However, the present study has several limitations. Minor discrepancies were observed in wind speed bins, with relatively low power contributions or low occurrence frequencies. Moreover, the WRF reanalysis data used in this study inherently contain uncertainties related to spatial resolution, temporal averaging, and potential deviations from actual measurement data. These uncertainties may influence the statistical fitting of wind speed distributions and the accuracy of AEP estimation. In addition, the performance of the proposed WMLE method was evaluated solely using the DTU 10 MW reference turbine, which may limit the generalizability of the proposed statistical framework. To address the limitations, future research will aim to generalize the proposed method by applying it to various turbine models, from small- and medium-sized turbines below 5 MW to very large-scale turbines above 15 MW, as well as by incorporating regional measurement datasets such as 10-min average wind speed to enhance empirical validation. In addition, the development of an advanced calibration algorithm for determining the optimal β value, or a redefinition of the weighting scheme to better capture the contribution of each wind speed range to AEP estimation, will be explored. These efforts are anticipated to enhance the robustness of AEP estimation, particularly in wind speed ranges characterized by low occurrence frequency or limited power contribution.

5. Conclusions

This study proposed a WMLE method to improve the accuracy of AEP predictions for wind turbine systems. Unlike conventional parameter estimation techniques that treat all wind speed intervals equally, the WMLE retains the theoretical framework of conventional MLE while embedding the power generation contribution of each wind speed bin as a weighting function, thereby directly linking statistical distribution fitting with turbine power characteristics and enabling generation-oriented optimization.
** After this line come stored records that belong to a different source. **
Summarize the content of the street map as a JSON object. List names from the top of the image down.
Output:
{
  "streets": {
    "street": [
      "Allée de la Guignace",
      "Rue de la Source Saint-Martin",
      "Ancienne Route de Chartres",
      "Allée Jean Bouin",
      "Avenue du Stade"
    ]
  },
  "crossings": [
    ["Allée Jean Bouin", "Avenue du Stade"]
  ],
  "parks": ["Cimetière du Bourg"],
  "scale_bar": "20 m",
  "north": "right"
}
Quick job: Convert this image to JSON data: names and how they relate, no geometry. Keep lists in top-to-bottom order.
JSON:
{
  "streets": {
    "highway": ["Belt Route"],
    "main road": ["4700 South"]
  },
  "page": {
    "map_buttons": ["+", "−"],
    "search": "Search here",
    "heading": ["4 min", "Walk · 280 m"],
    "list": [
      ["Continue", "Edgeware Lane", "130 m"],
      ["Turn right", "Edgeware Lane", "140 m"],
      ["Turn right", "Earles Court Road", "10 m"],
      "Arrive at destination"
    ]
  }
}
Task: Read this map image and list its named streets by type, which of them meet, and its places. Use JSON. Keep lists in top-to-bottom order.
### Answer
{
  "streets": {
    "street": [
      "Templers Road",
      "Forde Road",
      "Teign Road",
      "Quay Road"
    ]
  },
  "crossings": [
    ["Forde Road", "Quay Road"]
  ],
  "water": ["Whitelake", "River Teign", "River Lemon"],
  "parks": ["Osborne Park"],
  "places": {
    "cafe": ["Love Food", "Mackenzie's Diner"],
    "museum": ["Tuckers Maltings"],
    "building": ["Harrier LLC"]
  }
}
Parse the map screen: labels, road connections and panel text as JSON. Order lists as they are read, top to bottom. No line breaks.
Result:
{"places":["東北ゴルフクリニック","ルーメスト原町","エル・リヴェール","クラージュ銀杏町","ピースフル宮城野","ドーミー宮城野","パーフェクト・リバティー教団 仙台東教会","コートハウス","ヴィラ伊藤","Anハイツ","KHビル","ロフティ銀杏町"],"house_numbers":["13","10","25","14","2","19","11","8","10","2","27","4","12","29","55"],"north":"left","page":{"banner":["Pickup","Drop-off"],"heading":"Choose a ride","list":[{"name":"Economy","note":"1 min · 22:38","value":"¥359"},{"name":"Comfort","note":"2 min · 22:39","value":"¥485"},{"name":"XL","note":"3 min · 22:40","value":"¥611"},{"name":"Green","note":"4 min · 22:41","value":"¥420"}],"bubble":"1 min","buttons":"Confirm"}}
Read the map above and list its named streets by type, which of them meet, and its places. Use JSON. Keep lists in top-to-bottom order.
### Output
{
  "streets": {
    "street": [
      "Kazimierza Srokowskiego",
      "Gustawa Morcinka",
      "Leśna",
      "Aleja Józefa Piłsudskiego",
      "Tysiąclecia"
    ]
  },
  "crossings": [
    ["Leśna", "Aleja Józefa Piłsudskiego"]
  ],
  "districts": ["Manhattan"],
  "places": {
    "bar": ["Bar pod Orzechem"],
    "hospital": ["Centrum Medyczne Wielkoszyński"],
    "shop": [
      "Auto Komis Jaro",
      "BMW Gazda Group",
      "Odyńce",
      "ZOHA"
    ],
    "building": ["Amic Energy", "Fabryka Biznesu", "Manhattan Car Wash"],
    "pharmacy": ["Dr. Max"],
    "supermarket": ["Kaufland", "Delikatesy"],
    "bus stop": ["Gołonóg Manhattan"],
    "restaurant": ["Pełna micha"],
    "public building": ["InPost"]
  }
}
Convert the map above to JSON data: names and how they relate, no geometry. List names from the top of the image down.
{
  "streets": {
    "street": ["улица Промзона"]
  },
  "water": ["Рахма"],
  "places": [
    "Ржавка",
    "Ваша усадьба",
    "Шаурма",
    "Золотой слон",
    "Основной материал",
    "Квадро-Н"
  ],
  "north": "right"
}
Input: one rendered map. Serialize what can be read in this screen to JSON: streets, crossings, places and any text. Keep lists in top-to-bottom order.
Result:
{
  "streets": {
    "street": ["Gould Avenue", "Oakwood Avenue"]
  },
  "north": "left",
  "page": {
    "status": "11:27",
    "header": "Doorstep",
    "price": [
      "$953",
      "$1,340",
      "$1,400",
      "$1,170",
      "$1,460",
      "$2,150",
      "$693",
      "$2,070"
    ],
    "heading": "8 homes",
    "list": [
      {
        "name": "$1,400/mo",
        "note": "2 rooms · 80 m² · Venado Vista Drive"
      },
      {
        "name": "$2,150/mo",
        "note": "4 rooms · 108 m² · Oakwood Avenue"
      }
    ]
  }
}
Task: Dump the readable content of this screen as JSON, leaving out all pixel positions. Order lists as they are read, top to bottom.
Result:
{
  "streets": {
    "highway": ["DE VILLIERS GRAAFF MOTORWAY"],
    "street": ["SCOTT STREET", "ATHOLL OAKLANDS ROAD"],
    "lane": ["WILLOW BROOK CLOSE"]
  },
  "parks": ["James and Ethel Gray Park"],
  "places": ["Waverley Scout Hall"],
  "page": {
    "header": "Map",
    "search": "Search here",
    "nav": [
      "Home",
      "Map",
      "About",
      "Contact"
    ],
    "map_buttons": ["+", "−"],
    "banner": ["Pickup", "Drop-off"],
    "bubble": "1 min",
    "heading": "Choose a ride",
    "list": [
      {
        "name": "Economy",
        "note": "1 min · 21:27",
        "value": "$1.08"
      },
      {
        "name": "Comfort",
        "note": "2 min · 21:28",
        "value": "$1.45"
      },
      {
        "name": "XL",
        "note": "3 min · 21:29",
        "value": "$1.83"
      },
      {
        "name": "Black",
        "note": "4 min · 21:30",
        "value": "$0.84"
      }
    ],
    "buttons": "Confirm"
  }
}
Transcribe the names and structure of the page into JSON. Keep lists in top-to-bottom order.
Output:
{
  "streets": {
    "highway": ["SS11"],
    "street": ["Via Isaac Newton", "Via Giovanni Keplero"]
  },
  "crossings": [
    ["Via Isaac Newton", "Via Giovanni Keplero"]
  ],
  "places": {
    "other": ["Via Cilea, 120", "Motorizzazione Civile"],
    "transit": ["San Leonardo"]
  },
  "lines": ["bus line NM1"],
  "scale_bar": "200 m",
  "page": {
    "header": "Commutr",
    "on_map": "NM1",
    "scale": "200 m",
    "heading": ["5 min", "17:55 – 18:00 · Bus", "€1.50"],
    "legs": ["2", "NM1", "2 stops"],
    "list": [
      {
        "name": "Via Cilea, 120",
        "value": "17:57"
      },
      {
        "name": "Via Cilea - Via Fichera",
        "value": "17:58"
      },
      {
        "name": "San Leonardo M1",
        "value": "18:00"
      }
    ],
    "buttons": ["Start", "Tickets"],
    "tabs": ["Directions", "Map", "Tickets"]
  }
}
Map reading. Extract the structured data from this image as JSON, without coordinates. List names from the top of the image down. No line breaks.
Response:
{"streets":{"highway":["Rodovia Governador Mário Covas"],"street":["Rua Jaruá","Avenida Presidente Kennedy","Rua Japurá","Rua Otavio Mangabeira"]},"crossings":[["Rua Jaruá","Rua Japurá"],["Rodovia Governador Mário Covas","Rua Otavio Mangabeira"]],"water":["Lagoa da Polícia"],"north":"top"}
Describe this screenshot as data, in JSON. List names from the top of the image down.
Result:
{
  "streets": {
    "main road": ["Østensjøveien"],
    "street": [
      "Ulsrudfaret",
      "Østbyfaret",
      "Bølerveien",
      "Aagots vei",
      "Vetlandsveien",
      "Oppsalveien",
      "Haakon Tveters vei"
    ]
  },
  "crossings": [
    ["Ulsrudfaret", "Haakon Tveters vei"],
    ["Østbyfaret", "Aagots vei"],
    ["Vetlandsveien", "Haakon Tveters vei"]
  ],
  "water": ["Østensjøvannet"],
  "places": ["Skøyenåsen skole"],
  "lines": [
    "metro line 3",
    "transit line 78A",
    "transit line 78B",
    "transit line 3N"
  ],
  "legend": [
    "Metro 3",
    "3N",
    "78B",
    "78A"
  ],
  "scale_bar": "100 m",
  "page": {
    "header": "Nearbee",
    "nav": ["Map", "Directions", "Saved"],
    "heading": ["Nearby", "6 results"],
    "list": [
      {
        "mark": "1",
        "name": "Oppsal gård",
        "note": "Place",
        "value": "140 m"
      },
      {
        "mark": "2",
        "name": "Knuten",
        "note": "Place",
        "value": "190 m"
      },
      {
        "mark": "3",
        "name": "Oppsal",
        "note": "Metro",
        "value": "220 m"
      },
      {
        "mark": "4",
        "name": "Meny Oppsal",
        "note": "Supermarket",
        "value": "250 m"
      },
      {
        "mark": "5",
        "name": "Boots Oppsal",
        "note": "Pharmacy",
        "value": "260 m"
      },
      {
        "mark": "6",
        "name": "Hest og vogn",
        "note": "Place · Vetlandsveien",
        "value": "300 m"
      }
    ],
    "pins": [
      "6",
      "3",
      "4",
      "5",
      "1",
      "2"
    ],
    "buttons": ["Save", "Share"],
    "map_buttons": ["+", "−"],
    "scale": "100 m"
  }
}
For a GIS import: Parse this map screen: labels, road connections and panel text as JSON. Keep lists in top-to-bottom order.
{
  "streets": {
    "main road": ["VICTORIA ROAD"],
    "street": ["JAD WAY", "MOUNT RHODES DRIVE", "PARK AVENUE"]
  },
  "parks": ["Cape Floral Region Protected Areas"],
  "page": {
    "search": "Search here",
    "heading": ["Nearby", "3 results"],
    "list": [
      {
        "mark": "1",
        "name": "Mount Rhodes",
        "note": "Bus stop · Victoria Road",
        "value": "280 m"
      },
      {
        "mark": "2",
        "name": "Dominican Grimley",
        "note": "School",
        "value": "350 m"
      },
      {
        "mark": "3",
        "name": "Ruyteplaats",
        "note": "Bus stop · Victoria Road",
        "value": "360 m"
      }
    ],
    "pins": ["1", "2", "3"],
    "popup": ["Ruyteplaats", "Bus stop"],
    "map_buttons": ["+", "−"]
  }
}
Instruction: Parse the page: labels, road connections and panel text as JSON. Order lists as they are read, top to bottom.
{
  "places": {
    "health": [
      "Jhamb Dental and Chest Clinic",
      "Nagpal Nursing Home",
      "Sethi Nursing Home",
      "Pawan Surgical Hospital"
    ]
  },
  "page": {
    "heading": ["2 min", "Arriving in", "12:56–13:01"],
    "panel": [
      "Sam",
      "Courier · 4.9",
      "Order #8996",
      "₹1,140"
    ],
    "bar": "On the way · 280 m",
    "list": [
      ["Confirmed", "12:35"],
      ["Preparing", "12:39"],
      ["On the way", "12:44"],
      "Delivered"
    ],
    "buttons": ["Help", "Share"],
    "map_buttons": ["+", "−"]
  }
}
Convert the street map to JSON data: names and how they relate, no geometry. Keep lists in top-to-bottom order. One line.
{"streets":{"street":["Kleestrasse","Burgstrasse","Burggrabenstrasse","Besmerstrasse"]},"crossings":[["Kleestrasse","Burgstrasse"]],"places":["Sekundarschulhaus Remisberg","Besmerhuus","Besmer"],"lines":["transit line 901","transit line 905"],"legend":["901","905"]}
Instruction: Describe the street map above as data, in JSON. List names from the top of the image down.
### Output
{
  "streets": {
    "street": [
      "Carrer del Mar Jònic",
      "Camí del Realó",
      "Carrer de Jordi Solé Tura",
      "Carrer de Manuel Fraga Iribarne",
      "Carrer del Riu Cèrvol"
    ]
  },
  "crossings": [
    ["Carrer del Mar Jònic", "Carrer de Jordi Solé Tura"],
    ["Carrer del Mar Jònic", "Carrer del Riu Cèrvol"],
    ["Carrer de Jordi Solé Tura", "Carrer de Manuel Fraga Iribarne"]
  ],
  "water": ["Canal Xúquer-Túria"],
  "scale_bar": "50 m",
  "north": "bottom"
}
In addition, a weight exponent was introduced to conduct a systematic sensitivity analysis, and the optimal β value for each site was determined based on a comprehensive evaluation of GOF metrics.
The proposed WMLE demonstrated improved and consistent AEP prediction accuracies across all analyzed sites, with relative errors within 2%, compared to those of the time-series-based AEP. In particular, despite regional differences in wind characteristics, WMLE maintained a high prediction accuracy, highlighting its potential as a universally applicable statistical framework for AEP estimation under diverse global wind conditions.
However, this study was conducted based on a single wind turbine model, and the AEP prediction accuracy tended to decrease in wind speed intervals with low power generation contributions or low frequencies of occurrence. Future studies are therefore required to address these limitations and enhance the robustness of the proposed method. In conclusion, the proposed WMLE effectively bridges the gap between statistical distribution fitting and time-series-based methods, serving as a novel and practical approach to improving the accuracy of wind turbine AEP estimation. Furthermore, the findings of this study provide more reliable evidence not only for the feasibility assessment of wind farm construction but also for investment decision-making by financial institutions and for the broader development of wind energy projects.

Supplementary Materials

The following supporting information can be downloaded at: https://www.mdpi.com/article/10.3390/en18195265/s1, Dataset S1: Hub-height wind speed data adjusted using the shear exponent (Excel file).

Author Contributions

Conceptualization: W.H.; Data curation: W.H.; Formal Analysis: W.H.; Funding acquisition: K.L.; Investigation: J.K.; Methodology: W.H.; Resources: J.K.; Supervision: S.L.; Validation: W.H.; Visualization: W.H.; Writing—original draft: W.H.; Writing—review & editing: K.L. and S.L. All authors have read and agreed to the published version of the manuscript.

Funding

This research was financially supported by the Ministry of Trade, Industry and Energy (MOTIE) and the Korea Institute of Energy Technology Evaluation and Planning (KETEP) through the International Cooperative R&D Program (Grant Number: 20228520020020, Korea-Spain international joint development of 25 MW reference floating offshore wind turbine and steel-concrete hybrid floater (2022)).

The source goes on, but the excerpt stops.